The vast majority of Delaware corporations now have a 102(b)(7) provision in their certificate of incorporation. Nevertheless, the case lives on as a reminder that directors should take reasonable actions to inform themselves before acting.

After the court's decision to remand the case back to the Court of Chancery the defendants agreed to a settlement. The directors agreed to pay $23.5 million in damages, of which $10 million was covered by insurance with Pritzker then paying the remainder of the settlement even though he was not a party to the lawsuit. Pritzker paid as he did not agree with the court and some of the defendants were unable to pay the settlement.
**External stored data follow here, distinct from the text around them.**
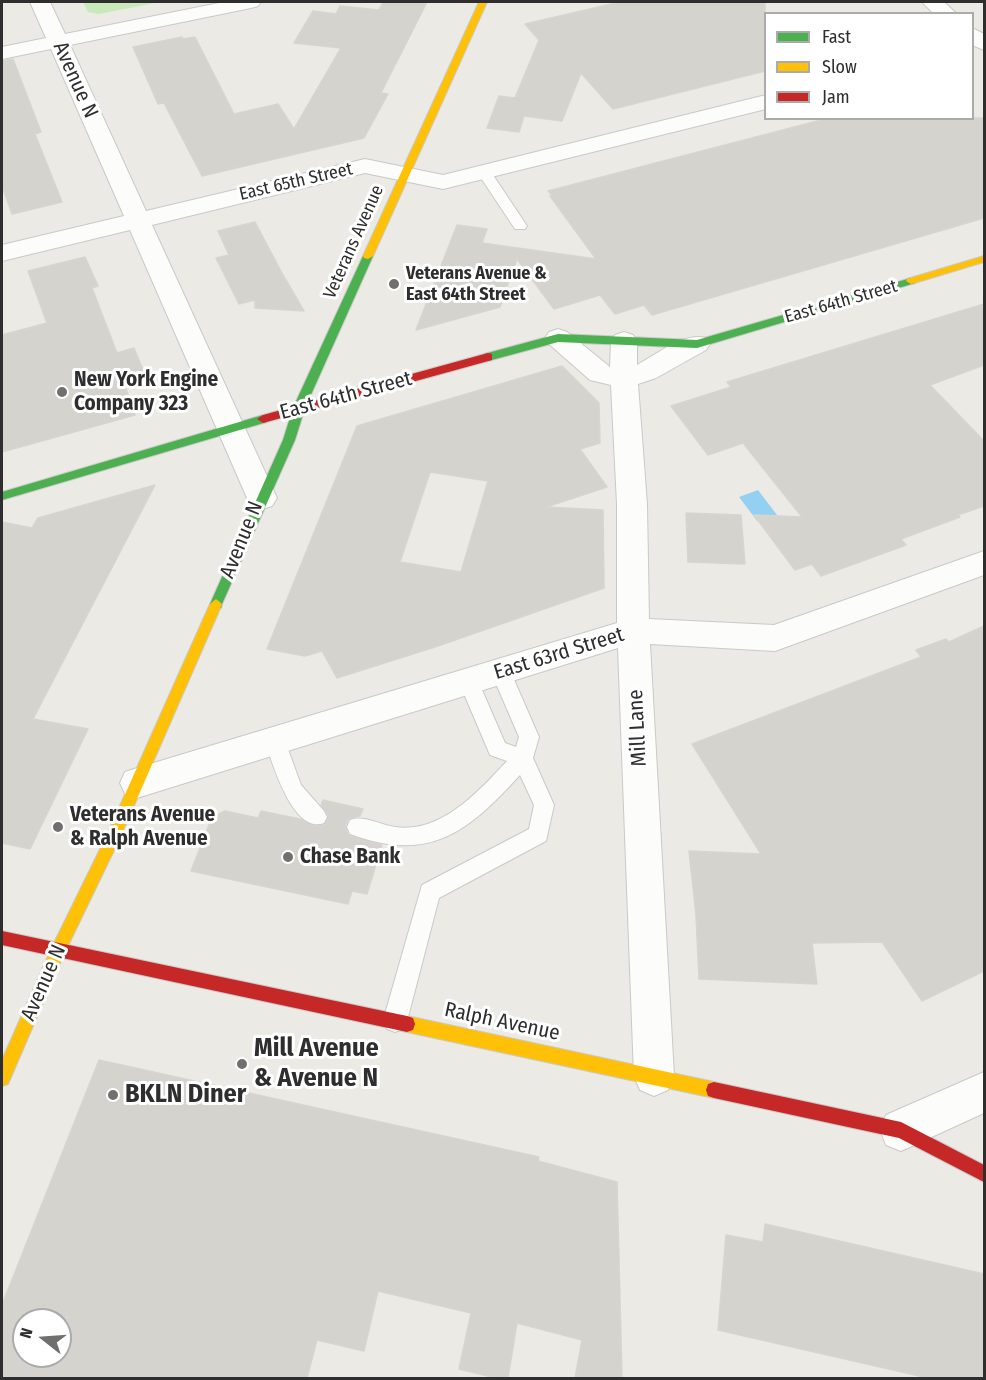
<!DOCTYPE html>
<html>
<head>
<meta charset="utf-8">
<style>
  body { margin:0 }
  #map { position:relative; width:986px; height:1380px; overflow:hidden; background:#eceae4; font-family:"Fira Sans Condensed",sans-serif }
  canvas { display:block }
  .frame { position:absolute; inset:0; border:3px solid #2e2e2e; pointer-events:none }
  .legend { position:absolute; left:764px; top:12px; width:210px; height:108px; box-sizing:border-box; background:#fff; border:2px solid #ababab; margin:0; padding:8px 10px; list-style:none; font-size:18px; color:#2e2e2e }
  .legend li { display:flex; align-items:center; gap:12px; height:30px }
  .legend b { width:30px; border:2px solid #ababab }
  .north { position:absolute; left:12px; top:1308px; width:60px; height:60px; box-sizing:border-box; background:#fff; border:2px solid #ababab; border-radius:50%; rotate:287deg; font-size:16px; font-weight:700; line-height:24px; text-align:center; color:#2e2e2e }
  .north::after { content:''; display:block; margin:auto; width:21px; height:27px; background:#70706e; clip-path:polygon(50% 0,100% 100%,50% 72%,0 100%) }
</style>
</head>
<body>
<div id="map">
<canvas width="986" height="1380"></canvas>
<div class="frame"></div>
<ul class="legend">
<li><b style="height:8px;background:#4caf50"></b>Fast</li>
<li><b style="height:8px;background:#ffc107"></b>Slow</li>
<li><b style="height:8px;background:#c62828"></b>Jam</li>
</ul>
<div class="north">N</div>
</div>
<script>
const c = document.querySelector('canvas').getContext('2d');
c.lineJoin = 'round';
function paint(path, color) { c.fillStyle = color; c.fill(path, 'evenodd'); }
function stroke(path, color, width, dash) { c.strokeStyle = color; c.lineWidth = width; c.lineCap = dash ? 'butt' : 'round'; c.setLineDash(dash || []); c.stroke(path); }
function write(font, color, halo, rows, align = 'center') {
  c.font = font + ' "Fira Sans Condensed",sans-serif'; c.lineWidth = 6; c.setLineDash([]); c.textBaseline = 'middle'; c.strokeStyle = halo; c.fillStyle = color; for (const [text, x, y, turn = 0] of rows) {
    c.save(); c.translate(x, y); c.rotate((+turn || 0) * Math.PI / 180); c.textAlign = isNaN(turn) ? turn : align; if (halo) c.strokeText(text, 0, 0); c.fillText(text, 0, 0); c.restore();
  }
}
paint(new Path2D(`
  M83,2h77l-61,12 -11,-2z`), '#c9e9bb');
paint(new Path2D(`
  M758,490l19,25 -19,7 -19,-25z`), '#94d0f1');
const building = new Path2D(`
  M383,2h44l-46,91 7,1 -24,44 -162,38 -38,-73 -6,1 -25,-57 49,-10 1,2 12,-2 39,77 44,-10 16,25 47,-81 -47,-5 19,-32 23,3 4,-8 39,4z
  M620,2h145v69l-152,38 -32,-36 -19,48 -38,-5 -5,16 -32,-4 12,-32 16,2 24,-58 -14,-16z
  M13,59l28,73 -6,2 27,68 -50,12 -10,-28v-125z
  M829,118h155v100l-332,97 -8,-10 -29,9 -15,-19 -46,14 -37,-50 -17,48 -84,23 41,-105 30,4 -5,14 114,16 -46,-63 2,-1 -4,-4z
  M255,222l28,53 21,36 -49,-3v-8l-16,4 -23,-46 13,-3 -11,-24z
  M85,257l13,29 -6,2 25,65 17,-5 12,29 -22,6 11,32 -133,37v-117l45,-12 -19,-52z
  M984,304v61l-54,20 54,56v65l-26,9 2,2 -59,22 5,6 -85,31 -9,-12 -17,6 -41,-55 48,2 -59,-74 -35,12 -37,-49 60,-19 -4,-5z
  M562,366l37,37 1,40 -20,6 27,38 -61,20 57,3 1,78 -166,58 -101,32 -15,-27 -17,5 -38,-7 90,-223zM430,472l58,9 -27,91 -61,-10z
  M155,485l-122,234 55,10 -58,120 -28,-6v-321l30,6 6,-10z
  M686,513l55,2 4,49 -57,-2z
  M984,626v345l-62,30 -40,-59 -70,1 5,41 -118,-5 -3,-64 -7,-64 72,3 -69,-110 229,-87 -5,-7 30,-11 3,3z
  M323,800l40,9 -3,7 -12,3 -3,7 3,9 34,10 -15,49 -15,-3 -4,13 -157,-33 21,-54 13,-6 33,7 3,-7 39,8 13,7 11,-1 5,-9 -8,-11z
  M99,1060l440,97 -1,4 79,21 5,196h-47l7,-38 -65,-17 -9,55h-12l-37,-9 12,-56 -93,-22 -14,60 -47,-11 -10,38h-305v-73zM24,1320h36v36h-36z
  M765,1224l219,50v104h-56l-210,-48 8,-95 37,7z`);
paint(building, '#d5d3ce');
stroke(building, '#d7d5d0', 1.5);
const lane = new Path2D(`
  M484,168l5,1 38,57 -2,3h-10l-38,-57z
  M501,664l7,2 31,71 -6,21 21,47 -8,36 -107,57 -32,123 -4,8 -8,3 -8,-3 -4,-8 39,-136 107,-56 5,-24 -14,-30c-53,58 -90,88 -170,59l-3,-7 3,-7c14,-5 30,5 45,7 46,7 84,-36 112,-66l-17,-6 -31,-73 3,-6 7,-2 7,2 29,67 11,4 3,-10 -28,-65 3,-6z
  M275,733l7,2 3,6 16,44 23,26 3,6 -3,6c-31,12 -52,-61 -59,-82l3,-6z`);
const street = new Path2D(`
  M30,2h20l15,32 159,-32h37l-3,4 -7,2 -181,37 76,166 219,-52 78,16 323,-80v14l-323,80 -78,-16 -213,52 125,273 -5,8 -10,3 -10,-3 -5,-8 -117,-268 -128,31v-16l122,-29 -73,-167 -49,10v-12l44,-9z
  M922,2h22l13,12h-23z
  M972,28l12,6v16l-12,-5z
  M558,329l9,3 43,35 1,-26 4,-6 9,-3 9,3 4,6v24c20,-11 47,-33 69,-27l4,6 -4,6 -50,28 -18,6 9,120 2,115 125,6 210,-74v24l-209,76 -125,-7 24,432 -6,14 -14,6 -14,-6 -6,-14 -16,-428 -481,150 -12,-4 -5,-11 5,-11 12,-4 480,-145v-119l-6,-119 -21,-5 -41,-36 -4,-6 4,-6z
  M984,1072v41l-83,38 -15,-6 -6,-15 6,-15z`);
const fast = new Path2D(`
  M368,253l5,3 -68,152 -10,32 -73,164 -1,4h-10l-1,-4 73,-164 10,-32 70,-152z
  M911,278l4,1v4l-218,65 -139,-6 -70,19 -5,-4 1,-3 74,-20 139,6z
  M263,415l4,1v6l-265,78v-8z`);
const slow = new Path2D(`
  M479,2h8l-114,254 -5,3 -4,-1 -1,-2z
  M984,256v6l-73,22 -5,-3 1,-2z
  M216,599l6,5 -103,236 -55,114 -56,130 -6,2v-26l51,-115 53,-108 104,-233z
  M407,1016l307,66 6,2 2,6 -2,6 -6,2 -307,-66 -6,-2 -2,-6 2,-6z`);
const jam = new Path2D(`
  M488,353l4,1v6l-229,63 -6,-4 6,-4z
  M2,931l405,85 6,2 2,6 -2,6 -6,2 -405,-87z
  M714,1082l187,40 83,43v17l-85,-44 -185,-40 -6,-2 -2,-6 2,-6z`);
stroke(lane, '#cac9c9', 2);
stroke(street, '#cac9c9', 2);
stroke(fast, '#cac9c9', 2);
stroke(slow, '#cac9c9', 2);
stroke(jam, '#cac9c9', 2);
paint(lane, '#fcfcfb');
paint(street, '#fcfcfb');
paint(fast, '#4caf50');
paint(slow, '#ffc107');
paint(jam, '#c62828');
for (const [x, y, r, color] of [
  [394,284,6,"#70706e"],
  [62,392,6,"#70706e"],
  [58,827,6,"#70706e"],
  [288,857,6,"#70706e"],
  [242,1064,6,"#70706e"],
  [113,1095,6,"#70706e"]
]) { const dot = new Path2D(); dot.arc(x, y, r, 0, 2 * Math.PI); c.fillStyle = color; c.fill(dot); stroke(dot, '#fff', 2); }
write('18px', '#2e2e2e', '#fff', [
  ["East 65th Street",296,182,-13],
  ["Veterans Avenue",354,242,-66],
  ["East 64th Street",841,302,-16]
]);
write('bold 18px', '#2e2e2e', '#fff', [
  ["Veterans Avenue &",406,274],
  ["East 64th Street",406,295]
], 'left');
write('21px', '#2e2e2e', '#fff', [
  ["Avenue N",75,80,66],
  ["East 64th Street",346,396,-15],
  ["Avenue N",242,540,-68],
  ["East 63rd Street",559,654,-17],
  ["Mill Lane",638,728,-93],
  ["Avenue N",44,983,-66],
  ["Ralph Avenue",502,1022,12]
]);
write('bold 21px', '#2e2e2e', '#fff', [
  ["New York Engine",74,380],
  ["Company 323",74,404],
  ["Veterans Avenue",70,815],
  ["& Ralph Avenue",70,839],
  ["Chase Bank",300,857]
], 'left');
write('bold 26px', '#2e2e2e', '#fff', [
  ["Mill Avenue",254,1049],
  ["& Avenue N",254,1079],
  ["BKLN Diner",125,1095]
], 'left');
</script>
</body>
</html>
Ultimately, the main significance of the Trans Union case is that fairness opinions, typically provided by investment banks, are effectively now a legal requirement of any public company merger.

===Criticism===
Daniel Fischel, a leading scholar in the regulation of corporations, described the Smith v. Van Gorkom opinion as "one of the worst decisions in the history of corporate law." This criticism stems in part from the fact that the court made independent directors potentially liable for millions of dollars in damages for selling a company for approximately a 60% premium to its market value. Such liability provides a strong disincentive for the best potential directors to serve on the board, and one would expect such a disincentive to result in worse corporate governance. The decision has also been derided as the "Investment Banker's Relief Act of 1985" because of all the business it has generated for investment bankers from boards seeking to avoid liability or other legal entanglements.